Blocage de la publicité : Free devrait se raviser sous peu

Le fournisseur d’accès Internet Free est toujours aussi muet, depuis l’installation et l’activation par défaut, sur ses Freebox Revolution d’un mécanisme de blocage de la publicité, mais l’affaire n’en finit plus de prendre de l’ampleur. Le soufflé devrait cependant retomber sous peu, au moins pour ce qui est du dispositif « adblock » en tant que tel. Pour ce qui est des interprétations et des conséquences de ce coup de semonce, c’est autre chose.
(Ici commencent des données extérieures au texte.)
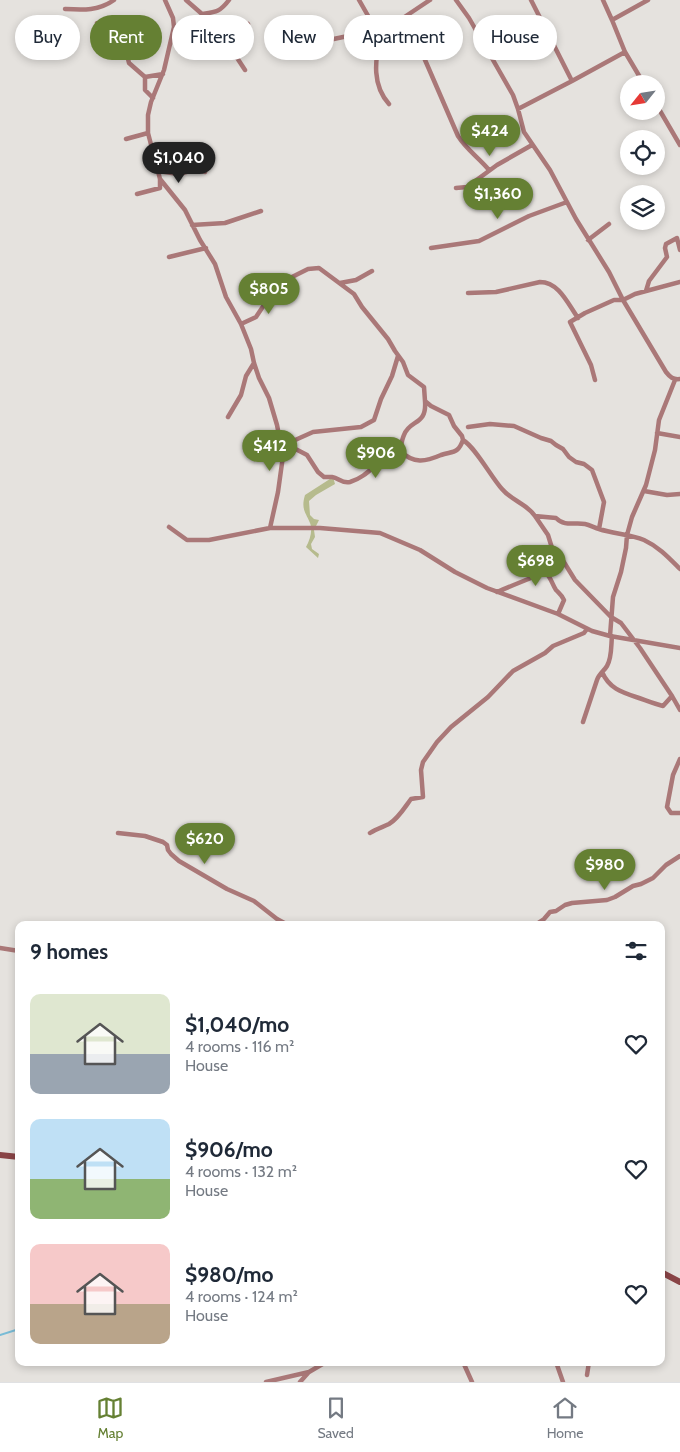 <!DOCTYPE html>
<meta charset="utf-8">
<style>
body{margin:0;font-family:Cabin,sans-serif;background:#f6f6f7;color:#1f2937;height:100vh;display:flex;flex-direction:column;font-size:19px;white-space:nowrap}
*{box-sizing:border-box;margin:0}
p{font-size:16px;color:#747a83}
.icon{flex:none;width:28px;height:28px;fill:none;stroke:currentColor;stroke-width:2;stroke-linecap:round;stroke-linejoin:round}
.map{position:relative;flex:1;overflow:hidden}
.side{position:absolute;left:15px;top:921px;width:650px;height:445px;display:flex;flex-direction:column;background:#fff;border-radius:10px;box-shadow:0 2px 8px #0003}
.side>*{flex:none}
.top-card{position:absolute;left:15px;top:15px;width:650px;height:45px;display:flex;gap:10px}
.needle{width:32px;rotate:240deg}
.tools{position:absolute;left:620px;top:75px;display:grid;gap:10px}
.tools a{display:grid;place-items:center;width:45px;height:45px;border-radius:50%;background:#fff;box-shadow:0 2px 8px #0003;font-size:25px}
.price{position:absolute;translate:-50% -42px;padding:0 11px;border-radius:18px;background:#658033;color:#fff;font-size:16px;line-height:32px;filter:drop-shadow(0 1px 2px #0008)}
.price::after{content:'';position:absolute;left:50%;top:30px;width:15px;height:11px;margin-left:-8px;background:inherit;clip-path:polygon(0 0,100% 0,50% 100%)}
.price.current{background:#222;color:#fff}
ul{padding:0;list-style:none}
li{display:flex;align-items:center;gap:15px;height:125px;padding:0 15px}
li span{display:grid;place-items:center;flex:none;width:140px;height:100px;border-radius:10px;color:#555}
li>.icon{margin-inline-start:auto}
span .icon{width:60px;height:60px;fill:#fffc;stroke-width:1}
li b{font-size:21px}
h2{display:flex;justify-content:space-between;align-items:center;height:60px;padding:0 15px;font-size:21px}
.chip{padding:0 18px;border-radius:22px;background:#fff;box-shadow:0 2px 8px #0003;font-size:18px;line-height:45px}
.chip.current{background:#658033;color:#fff}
.tabs{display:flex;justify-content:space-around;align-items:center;height:70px;border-top:1px solid #e0e1e3;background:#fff;font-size:14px;color:#747a83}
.tabs a{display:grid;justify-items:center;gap:2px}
.tabs .current{color:#658033}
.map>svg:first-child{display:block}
</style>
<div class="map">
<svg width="680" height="1382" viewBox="0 0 680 1382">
<rect width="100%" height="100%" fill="#e5e2de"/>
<!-- green -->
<path fill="#b6bb8d" d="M333,477L335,484L316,495L309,501L310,515L314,519L319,520L314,530L315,537L311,544L312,549L319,554L318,558L306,547C310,540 313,530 310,523C305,511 301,509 305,495Z"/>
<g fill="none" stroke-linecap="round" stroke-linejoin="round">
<!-- stream -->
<path stroke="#79bcd6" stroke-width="2" d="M0,1335L19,1329"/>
<!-- street -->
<path stroke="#aa7878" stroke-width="4.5" d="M165,0L173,18L174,27L164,70L151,102L148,115V133L160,179L185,210L200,240L215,264L226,297L241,324L251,349L254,363L259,378L269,398L277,425L283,456L278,492L270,528H320L380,533L420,550L455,572L487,588L558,614L592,631L610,636L680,648
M186,0L202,14L224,38L233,35L248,24
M359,0L371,21L378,39
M456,0L469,18L513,95L518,109L524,132L550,170L576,219L609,272L623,300L666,372C670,377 673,380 680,379
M531,0L572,81L625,52
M603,0L612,20
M65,9C83,10 99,11 114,0
M202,14C216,12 220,12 229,0
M97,23L101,34L126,51L129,63L145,77L163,74
M394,24L422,53L458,136C467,150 479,158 489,170
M224,38L245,70
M380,38C375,61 372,85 389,104
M290,46L324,41L348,36L375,40L380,38L394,24L430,0
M145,77V90L153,98
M644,84L625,52L612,20L648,0
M656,104L680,145
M518,109L572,81
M126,139L148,133
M158,171L179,174L197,169L205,172
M456,188L467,187L497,165L532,145
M137,194L160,188V179
M192,225L225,223L261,211
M588,240L609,224
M431,248L479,241L529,216L567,202
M169,257L206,248
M340,283L356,280L372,271
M646,291L649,281L667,257L665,248L666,244L677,238L680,250
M468,293L496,292L540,282C559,282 568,304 578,318
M241,324L256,317L278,284L308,269L319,268L354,294L362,307L388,339L395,351L403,362L408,375L424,387L425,401L431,406L449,415L454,426L462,436L463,440C476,448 491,477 502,489C512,501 526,503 535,516L556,518C565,527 574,522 585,524C590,525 595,528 599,529C614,534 630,534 644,540C659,547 669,558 680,569
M595,380L591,365L570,322L585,313L614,300H623L635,294L680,282
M228,417L241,395L246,376L254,363
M468,427L490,424L514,426L541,438L551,441L556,445L563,449L569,457L576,462L584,464L592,470L604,502L599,529
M657,433L680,437
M286,444L307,455L318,472L324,477C327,477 330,477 332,477C339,478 342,484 350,482C371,476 379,455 400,451C414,464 425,462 441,455C453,451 458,454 463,440
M284,445L313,432L361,427L374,420L381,399L392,376L398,356
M400,451C401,446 402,439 404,435C410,419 427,426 425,401
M644,491L667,495L680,494
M535,516L548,535L552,548L562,559L575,580L611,617L621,623L640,648L672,696L680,710
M169,527L187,540H209L270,528
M497,592C513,585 529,579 545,572C551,577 552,584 556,590C560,594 562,595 564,600L558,614
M610,636L613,597L621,572L626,548L627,535L632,517L646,485L655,450L659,420L675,380
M602,672C609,688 621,692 636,697C645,700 654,704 663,706L672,696
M583,722L597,680C599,674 604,671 607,666C612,658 611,645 612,636
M680,759L673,775L667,807L671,813H680
M118,833L145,836L163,842L167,845L168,850L171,854L179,861L227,889L254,901L277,919L288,925
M370,833C376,829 383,827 389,824C398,819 405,807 411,799L423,797L421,770L423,762L437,742L451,727L488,697L513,671L545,653L553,646L584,633L587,629
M535,925L544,919L550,912L556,911L565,905L572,903L607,900L615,897L633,886L641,884L653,878L666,865L680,856
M0,948L19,951
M463,1362L472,1382
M556,1362L563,1382
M587,1375L589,1362
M266,1382L309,1372L326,1362
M300,1382L308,1373"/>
<!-- secondary -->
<path stroke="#894446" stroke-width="6" d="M0,1155L19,1157
M661,1272L680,1282"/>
</g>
</svg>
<div class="tools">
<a><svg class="needle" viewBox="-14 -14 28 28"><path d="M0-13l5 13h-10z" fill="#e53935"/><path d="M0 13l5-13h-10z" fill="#747a83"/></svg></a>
<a><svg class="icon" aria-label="locate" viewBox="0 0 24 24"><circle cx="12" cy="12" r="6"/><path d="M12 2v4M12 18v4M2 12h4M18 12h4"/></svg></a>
<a><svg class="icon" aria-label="layers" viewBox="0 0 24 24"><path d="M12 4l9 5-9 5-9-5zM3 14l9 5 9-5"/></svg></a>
</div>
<b class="price" style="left:490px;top:157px">$424</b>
<b class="price current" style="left:179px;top:184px">$1,040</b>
<b class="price" style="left:498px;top:220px">$1,360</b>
<b class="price" style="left:269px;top:315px">$805</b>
<b class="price" style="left:270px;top:472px">$412</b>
<b class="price" style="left:376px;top:479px">$906</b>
<b class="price" style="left:536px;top:587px">$698</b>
<b class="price" style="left:205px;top:865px">$620</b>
<b class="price" style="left:605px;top:891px">$980</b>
<div class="top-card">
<a class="chip">Buy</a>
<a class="chip current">Rent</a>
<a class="chip">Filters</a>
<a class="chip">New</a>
<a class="chip">Apartment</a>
<a class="chip">House</a>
</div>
<section class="side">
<h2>9 homes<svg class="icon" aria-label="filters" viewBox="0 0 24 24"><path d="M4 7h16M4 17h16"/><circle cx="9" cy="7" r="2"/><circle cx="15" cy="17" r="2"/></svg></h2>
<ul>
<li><span style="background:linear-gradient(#dfe7d0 60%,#9aa5b1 0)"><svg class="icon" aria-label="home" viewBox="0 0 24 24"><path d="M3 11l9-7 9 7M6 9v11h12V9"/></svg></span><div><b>$1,040/mo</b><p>4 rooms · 116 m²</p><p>House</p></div><svg class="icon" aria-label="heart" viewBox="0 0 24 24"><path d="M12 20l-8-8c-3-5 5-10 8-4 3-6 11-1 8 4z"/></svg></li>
<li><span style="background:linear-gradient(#bfe0f5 60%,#8fb573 0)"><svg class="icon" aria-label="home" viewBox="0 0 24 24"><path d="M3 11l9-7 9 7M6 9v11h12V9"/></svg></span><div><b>$906/mo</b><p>4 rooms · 132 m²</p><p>House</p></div><svg class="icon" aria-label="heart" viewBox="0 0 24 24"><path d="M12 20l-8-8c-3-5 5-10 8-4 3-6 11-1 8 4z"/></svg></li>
<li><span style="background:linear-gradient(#f6c9c9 60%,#b9a48a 0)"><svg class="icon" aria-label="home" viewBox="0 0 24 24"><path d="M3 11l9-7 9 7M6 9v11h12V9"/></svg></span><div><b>$980/mo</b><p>4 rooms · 124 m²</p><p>House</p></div><svg class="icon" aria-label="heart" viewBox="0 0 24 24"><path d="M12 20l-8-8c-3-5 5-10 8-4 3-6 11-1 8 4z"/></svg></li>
</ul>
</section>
</div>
<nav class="tabs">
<a class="current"><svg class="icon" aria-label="map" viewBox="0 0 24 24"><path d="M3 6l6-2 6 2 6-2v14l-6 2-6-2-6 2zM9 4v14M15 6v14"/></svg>Map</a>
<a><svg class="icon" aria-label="saved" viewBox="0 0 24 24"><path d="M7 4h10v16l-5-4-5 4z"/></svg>Saved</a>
<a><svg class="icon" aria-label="home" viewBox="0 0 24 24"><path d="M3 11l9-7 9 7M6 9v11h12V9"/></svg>Home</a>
</nav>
Un passage en force qui soulève des questions

Si pour certains internautes, le fait que les réclames aient disparu, comme ça, du jour au lendemain, à l’initiative unilatérale de leur opérateur est sans doute une bonne nouvelle, pour quantité d’éditeurs de contenu, dont le financement repose sur les recettes publicitaires, ce pourrait être un drame économique. Au-delà, sur un terrain politique et citoyen, à travers cet épisode, chacun a pu prendre la mesure de l’omnipotence des opérateurs télécoms et peut-être de la faiblesse des lois qui les encadrent, bien que le principe de « neutralité du réseau » soit inscrit dans les conventions internationales.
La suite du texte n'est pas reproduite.